- **Exercise details**: Determine how many lines below contain the string "nowrap" and give that number without anything else.

Stored records
=-=-=

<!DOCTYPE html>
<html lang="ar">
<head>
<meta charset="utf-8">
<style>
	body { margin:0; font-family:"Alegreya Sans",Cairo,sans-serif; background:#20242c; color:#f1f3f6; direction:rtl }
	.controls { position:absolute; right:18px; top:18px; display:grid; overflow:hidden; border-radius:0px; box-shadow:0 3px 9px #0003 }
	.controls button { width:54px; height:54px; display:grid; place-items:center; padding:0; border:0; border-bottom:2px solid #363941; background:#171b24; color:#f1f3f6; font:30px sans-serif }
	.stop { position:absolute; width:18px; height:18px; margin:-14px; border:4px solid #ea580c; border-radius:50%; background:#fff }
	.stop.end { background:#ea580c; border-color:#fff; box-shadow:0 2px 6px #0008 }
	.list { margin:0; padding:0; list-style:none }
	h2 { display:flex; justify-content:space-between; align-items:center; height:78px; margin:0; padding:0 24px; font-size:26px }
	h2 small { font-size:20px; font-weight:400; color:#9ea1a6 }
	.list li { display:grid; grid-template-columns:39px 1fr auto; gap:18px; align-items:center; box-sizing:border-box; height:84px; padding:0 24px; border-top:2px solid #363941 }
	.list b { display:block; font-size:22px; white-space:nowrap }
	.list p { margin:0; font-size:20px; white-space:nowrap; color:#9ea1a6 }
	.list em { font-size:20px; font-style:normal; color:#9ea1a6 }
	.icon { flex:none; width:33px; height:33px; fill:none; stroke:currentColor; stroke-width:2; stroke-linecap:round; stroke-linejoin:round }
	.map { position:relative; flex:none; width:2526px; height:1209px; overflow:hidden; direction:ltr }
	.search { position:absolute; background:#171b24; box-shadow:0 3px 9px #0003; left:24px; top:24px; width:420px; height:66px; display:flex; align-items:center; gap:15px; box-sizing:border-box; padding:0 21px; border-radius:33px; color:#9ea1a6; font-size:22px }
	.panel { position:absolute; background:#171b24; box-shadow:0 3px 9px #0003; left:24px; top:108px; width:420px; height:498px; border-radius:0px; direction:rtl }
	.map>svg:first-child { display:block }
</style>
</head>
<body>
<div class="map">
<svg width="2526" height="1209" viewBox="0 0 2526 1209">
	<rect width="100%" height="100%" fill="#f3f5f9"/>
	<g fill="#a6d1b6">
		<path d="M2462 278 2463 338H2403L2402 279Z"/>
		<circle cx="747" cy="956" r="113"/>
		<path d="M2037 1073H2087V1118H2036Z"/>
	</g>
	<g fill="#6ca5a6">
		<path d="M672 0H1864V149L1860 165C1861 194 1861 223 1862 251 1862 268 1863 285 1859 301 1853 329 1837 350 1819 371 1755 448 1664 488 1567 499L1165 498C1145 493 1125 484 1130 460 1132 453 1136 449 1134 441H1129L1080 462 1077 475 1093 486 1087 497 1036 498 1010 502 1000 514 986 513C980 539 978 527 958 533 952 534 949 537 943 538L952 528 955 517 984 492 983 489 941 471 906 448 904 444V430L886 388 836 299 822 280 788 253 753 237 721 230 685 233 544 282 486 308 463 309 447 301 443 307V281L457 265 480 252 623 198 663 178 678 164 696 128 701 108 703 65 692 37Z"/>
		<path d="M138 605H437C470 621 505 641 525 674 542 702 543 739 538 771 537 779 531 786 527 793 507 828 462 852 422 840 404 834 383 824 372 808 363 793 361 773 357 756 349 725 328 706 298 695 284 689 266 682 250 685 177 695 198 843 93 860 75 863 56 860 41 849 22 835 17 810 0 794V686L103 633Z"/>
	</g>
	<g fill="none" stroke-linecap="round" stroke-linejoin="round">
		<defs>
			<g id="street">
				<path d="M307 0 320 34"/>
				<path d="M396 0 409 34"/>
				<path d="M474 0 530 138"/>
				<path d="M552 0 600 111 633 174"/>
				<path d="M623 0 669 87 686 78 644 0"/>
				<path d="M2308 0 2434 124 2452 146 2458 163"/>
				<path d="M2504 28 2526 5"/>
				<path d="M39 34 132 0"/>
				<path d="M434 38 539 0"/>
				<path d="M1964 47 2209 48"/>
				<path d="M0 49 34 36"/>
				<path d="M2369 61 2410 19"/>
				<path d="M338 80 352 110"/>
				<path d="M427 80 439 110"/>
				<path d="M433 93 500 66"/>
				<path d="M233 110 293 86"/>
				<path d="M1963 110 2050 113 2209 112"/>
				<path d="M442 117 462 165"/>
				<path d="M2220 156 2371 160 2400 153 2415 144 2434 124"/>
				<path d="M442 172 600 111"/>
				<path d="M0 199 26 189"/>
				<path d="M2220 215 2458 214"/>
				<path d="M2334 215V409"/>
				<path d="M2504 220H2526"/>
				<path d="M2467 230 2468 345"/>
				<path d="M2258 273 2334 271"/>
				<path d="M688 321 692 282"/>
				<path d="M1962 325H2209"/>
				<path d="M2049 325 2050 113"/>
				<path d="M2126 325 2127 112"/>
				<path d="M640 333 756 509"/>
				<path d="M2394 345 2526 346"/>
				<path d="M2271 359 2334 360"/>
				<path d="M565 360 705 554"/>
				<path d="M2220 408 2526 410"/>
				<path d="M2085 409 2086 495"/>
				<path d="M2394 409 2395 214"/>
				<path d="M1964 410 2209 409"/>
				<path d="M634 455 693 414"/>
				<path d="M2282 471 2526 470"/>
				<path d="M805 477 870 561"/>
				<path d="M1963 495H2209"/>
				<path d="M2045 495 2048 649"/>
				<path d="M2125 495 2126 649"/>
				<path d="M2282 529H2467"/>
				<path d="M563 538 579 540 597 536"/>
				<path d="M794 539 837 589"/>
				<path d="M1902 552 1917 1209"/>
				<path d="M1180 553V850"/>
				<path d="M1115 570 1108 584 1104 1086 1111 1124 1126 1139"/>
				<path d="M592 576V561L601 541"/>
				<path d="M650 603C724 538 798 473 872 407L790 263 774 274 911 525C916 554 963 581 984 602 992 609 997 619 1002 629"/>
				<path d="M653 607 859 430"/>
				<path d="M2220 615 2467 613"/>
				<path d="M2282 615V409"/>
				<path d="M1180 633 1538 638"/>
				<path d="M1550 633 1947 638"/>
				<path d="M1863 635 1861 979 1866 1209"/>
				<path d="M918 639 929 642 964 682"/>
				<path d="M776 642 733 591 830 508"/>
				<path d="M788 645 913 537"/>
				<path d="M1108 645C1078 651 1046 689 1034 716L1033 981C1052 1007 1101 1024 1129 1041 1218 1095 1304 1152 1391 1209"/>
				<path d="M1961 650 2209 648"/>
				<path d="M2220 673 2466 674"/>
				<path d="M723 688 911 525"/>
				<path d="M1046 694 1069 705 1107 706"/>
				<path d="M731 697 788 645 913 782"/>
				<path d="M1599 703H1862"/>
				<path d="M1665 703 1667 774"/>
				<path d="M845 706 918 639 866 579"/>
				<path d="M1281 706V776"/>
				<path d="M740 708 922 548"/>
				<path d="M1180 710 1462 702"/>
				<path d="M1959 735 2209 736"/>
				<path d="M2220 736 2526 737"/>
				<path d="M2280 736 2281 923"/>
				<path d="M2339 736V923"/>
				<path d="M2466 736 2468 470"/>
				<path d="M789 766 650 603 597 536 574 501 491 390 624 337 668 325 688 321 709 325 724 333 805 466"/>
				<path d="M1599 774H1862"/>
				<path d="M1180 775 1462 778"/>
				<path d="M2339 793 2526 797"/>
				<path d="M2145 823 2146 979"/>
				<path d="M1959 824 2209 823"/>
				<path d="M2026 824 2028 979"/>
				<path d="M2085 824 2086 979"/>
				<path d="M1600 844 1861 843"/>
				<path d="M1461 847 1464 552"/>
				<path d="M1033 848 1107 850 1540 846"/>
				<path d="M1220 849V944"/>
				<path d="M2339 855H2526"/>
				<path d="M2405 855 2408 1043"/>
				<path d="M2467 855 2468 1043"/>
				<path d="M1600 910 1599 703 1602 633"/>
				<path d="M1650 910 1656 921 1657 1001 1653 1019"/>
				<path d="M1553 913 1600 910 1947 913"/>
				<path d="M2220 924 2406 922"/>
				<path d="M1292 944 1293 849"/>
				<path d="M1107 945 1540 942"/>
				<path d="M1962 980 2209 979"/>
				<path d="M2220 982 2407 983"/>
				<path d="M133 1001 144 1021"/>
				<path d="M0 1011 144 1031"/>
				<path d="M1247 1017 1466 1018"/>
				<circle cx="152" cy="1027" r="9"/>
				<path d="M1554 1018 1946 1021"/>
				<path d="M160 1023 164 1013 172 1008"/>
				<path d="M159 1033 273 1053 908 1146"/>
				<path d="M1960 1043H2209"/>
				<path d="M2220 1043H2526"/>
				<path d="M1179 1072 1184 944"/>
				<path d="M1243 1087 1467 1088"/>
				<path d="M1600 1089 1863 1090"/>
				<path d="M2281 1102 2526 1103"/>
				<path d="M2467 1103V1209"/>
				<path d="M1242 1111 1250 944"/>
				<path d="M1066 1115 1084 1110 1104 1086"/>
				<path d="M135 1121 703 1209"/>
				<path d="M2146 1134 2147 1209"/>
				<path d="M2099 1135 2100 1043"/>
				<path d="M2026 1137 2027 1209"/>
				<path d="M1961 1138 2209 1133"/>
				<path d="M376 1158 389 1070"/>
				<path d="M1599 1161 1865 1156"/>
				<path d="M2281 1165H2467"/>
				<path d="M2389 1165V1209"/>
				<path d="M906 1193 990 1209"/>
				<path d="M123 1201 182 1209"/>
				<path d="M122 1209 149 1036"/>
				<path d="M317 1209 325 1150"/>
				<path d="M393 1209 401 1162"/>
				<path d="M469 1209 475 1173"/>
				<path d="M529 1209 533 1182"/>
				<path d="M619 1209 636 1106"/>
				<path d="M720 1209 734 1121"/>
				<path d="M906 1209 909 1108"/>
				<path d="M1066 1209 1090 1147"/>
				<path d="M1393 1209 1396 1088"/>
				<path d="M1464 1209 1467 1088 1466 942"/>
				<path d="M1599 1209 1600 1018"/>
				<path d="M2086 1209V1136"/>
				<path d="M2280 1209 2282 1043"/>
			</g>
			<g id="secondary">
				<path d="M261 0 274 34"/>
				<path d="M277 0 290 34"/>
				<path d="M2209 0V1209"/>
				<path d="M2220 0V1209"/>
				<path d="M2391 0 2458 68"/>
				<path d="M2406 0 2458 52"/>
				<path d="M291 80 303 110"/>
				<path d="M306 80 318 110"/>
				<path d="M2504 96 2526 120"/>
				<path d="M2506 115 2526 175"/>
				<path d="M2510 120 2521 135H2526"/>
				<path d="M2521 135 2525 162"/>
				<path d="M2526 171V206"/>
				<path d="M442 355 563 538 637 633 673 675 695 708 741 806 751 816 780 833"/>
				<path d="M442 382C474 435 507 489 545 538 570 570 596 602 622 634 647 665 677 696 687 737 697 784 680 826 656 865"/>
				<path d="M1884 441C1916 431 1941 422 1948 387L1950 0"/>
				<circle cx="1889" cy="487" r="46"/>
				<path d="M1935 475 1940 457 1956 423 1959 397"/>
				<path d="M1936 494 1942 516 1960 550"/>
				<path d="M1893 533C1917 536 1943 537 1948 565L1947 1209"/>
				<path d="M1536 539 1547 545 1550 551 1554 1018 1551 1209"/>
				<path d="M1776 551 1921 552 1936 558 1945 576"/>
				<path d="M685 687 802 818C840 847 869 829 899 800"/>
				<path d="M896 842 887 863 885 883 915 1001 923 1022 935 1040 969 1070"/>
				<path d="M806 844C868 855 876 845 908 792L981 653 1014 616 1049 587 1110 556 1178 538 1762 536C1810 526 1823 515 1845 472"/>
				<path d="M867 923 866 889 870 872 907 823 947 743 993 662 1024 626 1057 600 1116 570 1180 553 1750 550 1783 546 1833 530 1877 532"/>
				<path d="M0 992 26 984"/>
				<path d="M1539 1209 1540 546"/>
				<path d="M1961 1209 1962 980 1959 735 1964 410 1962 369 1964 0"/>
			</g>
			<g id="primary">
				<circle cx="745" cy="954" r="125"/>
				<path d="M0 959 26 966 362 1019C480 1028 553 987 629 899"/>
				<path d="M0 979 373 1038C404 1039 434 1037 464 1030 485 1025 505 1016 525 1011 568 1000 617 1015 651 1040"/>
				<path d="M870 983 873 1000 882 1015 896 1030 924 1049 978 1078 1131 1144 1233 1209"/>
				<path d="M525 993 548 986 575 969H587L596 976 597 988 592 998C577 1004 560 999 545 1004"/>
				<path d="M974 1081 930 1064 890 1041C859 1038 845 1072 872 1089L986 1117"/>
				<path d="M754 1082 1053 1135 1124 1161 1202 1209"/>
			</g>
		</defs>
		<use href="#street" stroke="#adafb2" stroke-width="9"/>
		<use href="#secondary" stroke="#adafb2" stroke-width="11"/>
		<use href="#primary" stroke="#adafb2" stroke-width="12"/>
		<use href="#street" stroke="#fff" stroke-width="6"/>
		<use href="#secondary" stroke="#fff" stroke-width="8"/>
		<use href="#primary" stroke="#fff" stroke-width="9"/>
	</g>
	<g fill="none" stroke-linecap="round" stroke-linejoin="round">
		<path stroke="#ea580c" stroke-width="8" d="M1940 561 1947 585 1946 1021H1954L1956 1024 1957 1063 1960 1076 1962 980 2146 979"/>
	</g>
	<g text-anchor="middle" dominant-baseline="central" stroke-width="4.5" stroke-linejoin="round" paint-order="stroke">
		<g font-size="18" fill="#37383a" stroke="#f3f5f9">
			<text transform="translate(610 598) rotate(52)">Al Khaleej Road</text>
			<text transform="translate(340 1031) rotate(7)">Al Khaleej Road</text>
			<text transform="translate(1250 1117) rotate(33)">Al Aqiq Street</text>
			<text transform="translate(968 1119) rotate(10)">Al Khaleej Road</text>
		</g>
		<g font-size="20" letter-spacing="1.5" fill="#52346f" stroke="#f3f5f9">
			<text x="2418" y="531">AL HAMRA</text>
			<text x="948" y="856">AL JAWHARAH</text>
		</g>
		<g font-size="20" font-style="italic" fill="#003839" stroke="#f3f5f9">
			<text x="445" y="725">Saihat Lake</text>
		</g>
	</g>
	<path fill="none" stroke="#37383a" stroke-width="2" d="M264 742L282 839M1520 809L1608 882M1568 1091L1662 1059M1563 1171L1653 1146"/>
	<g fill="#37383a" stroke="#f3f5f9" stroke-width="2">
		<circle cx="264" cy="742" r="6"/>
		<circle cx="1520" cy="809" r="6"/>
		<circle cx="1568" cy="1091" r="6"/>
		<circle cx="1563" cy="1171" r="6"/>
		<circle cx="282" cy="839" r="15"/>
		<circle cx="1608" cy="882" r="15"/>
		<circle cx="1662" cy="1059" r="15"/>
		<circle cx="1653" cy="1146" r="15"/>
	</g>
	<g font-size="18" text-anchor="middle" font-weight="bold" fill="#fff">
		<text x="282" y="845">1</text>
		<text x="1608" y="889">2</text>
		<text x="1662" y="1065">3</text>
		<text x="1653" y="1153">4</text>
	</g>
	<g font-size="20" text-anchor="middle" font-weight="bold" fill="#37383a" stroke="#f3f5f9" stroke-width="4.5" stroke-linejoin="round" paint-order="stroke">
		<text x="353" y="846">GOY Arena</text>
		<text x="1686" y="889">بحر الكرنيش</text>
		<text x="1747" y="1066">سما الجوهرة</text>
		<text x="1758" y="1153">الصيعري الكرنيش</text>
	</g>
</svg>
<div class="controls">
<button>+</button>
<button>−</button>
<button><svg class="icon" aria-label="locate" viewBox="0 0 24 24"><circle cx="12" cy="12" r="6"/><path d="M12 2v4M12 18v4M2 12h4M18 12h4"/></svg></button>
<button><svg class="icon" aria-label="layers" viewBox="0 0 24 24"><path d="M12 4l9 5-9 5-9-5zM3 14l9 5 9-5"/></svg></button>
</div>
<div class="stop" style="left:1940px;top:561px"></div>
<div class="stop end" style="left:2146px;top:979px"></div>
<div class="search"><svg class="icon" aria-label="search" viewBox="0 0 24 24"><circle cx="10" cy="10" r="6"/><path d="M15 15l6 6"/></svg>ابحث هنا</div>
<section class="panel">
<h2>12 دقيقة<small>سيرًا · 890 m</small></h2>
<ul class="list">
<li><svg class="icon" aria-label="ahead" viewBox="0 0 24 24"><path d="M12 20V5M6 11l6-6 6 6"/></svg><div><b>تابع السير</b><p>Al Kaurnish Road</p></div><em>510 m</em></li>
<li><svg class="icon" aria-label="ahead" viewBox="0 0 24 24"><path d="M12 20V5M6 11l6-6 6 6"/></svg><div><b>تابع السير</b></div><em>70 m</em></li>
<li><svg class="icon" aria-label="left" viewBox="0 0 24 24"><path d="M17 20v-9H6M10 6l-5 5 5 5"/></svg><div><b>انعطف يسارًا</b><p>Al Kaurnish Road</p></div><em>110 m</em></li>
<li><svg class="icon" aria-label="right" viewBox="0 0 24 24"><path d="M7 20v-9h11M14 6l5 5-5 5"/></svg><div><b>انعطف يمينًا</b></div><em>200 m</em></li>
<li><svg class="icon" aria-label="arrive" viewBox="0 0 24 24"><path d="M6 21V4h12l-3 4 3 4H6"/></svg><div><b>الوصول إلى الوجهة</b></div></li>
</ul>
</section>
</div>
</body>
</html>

=-=-=

- **Task result**: 2